» What needs to be done
Every entry below needs to be printed again exactly, with its pictures left out.

(Source records)

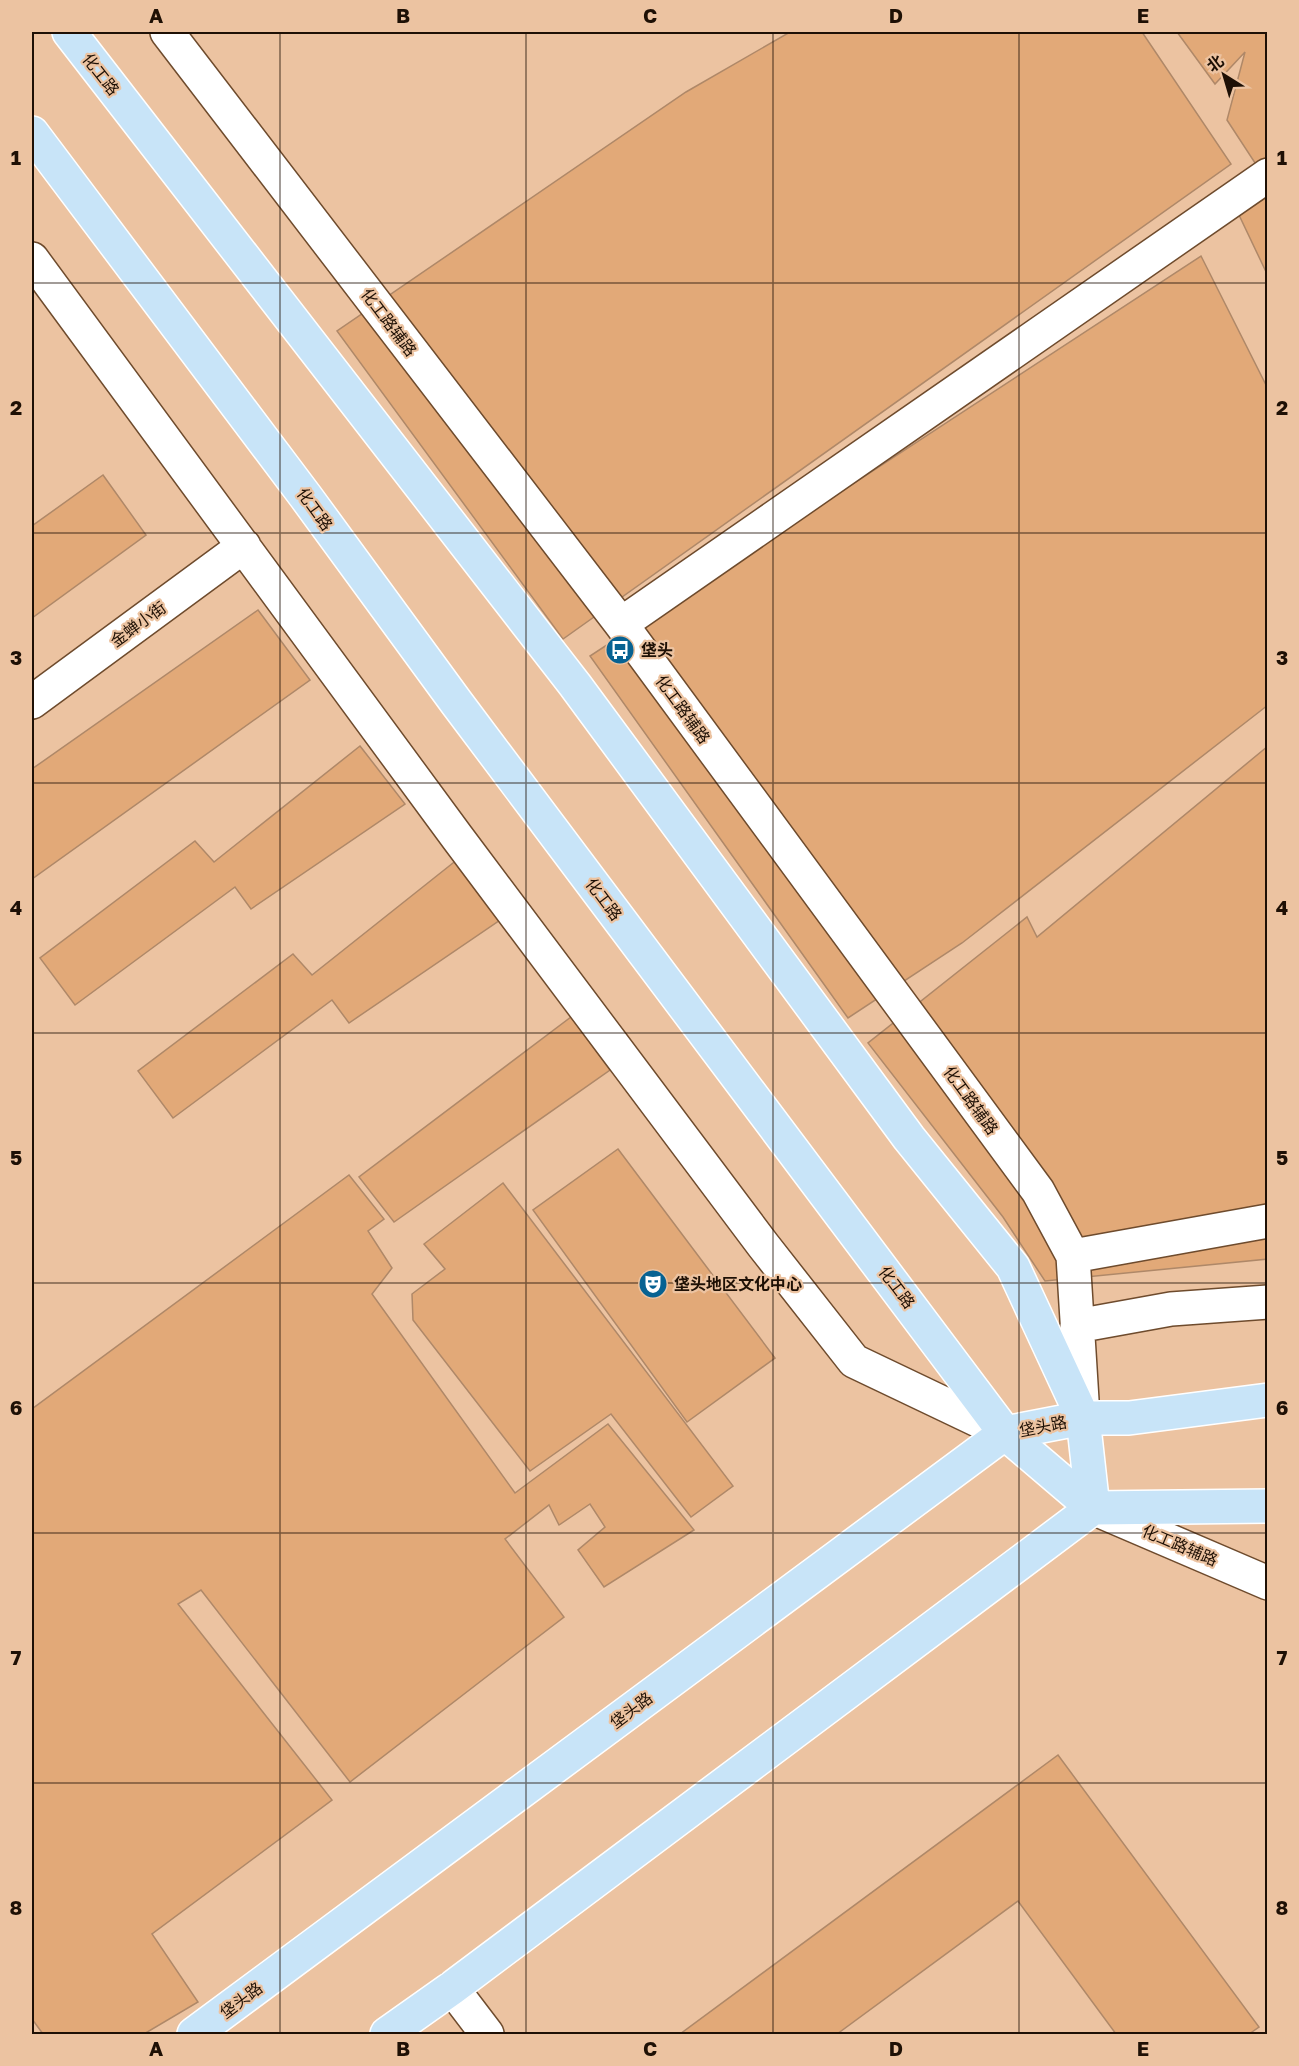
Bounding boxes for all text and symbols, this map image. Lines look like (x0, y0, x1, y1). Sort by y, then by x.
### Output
text: A (149, 3, 163, 27)
text: B (396, 3, 410, 27)
text: C (643, 3, 657, 27)
text: D (889, 3, 903, 27)
text: E (1137, 3, 1149, 27)
north arrow (1194, 45, 1254, 105)
street label: 化工路 (78, 49, 124, 99)
text: 北 (1203, 50, 1227, 76)
text: 1 (11, 145, 21, 169)
text: 1 (1277, 145, 1287, 169)
street label: 化工路辅路 (357, 284, 421, 360)
text: 2 (10, 395, 22, 419)
text: 2 (1276, 395, 1288, 419)
street label: 化工路 (293, 484, 337, 534)
street label: 金蝉小街 (106, 597, 170, 651)
bus stop icon: 垡头 (604, 634, 636, 666)
place label: 垡头 (641, 640, 673, 660)
text: 3 (10, 645, 22, 669)
text: 3 (1276, 645, 1288, 669)
street label: 化工路辅路 (651, 671, 715, 747)
street label: 化工路 (582, 874, 626, 924)
text: 4 (10, 895, 22, 919)
text: 4 (1276, 895, 1288, 919)
street label: 化工路辅路 (939, 1062, 1003, 1138)
text: 5 (10, 1145, 22, 1169)
text: 5 (1276, 1145, 1288, 1169)
street label: 化工路 (875, 1262, 919, 1312)
theatre icon: 垡头地区文化中心 (637, 1268, 669, 1300)
place label: 垡头地区文化中心 (674, 1274, 802, 1294)
text: 6 (10, 1395, 22, 1419)
text: 6 (1276, 1395, 1288, 1419)
street label: 垡头路 (1018, 1412, 1068, 1440)
street label: 化工路辅路 (1139, 1520, 1221, 1570)
text: 7 (11, 1645, 22, 1669)
text: 7 (1277, 1645, 1288, 1669)
street label: 垡头路 (606, 1688, 656, 1732)
text: 8 (10, 1895, 22, 1919)
text: 8 (1276, 1895, 1288, 1919)
street label: 垡头路 (216, 1978, 266, 2022)
text: A (149, 2036, 163, 2060)
text: B (396, 2036, 410, 2060)
text: C (643, 2036, 657, 2060)
text: D (889, 2036, 903, 2060)
text: E (1137, 2036, 1149, 2060)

(End Source records)

» Solution to the problem
Bounding boxes for all text and symbols, this map image. Lines look like (x0, y0, x1, y1). Sort by y, then by x.
### Output
text: A (149, 3, 163, 27)
text: B (396, 3, 410, 27)
text: C (643, 3, 657, 27)
text: D (889, 3, 903, 27)
text: E (1137, 3, 1149, 27)
north arrow (1194, 45, 1254, 105)
street label: 化工路 (78, 49, 124, 99)
text: 北 (1203, 50, 1227, 76)
text: 1 (11, 145, 21, 169)
text: 1 (1277, 145, 1287, 169)
street label: 化工路辅路 (357, 284, 421, 360)
text: 2 (10, 395, 22, 419)
text: 2 (1276, 395, 1288, 419)
street label: 化工路 (293, 484, 337, 534)
street label: 金蝉小街 (106, 597, 170, 651)
bus stop icon: 垡头 (604, 634, 636, 666)
place label: 垡头 (641, 640, 673, 660)
text: 3 (10, 645, 22, 669)
text: 3 (1276, 645, 1288, 669)
street label: 化工路辅路 (651, 671, 715, 747)
street label: 化工路 (582, 874, 626, 924)
text: 4 (10, 895, 22, 919)
text: 4 (1276, 895, 1288, 919)
street label: 化工路辅路 (939, 1062, 1003, 1138)
text: 5 (10, 1145, 22, 1169)
text: 5 (1276, 1145, 1288, 1169)
street label: 化工路 (875, 1262, 919, 1312)
theatre icon: 垡头地区文化中心 (637, 1268, 669, 1300)
place label: 垡头地区文化中心 (674, 1274, 802, 1294)
text: 6 (10, 1395, 22, 1419)
text: 6 (1276, 1395, 1288, 1419)
street label: 垡头路 (1018, 1412, 1068, 1440)
street label: 化工路辅路 (1139, 1520, 1221, 1570)
text: 7 (11, 1645, 22, 1669)
text: 7 (1277, 1645, 1288, 1669)
street label: 垡头路 (606, 1688, 656, 1732)
text: 8 (10, 1895, 22, 1919)
text: 8 (1276, 1895, 1288, 1919)
street label: 垡头路 (216, 1978, 266, 2022)
text: A (149, 2036, 163, 2060)
text: B (396, 2036, 410, 2060)
text: C (643, 2036, 657, 2060)
text: D (889, 2036, 903, 2060)
text: E (1137, 2036, 1149, 2060)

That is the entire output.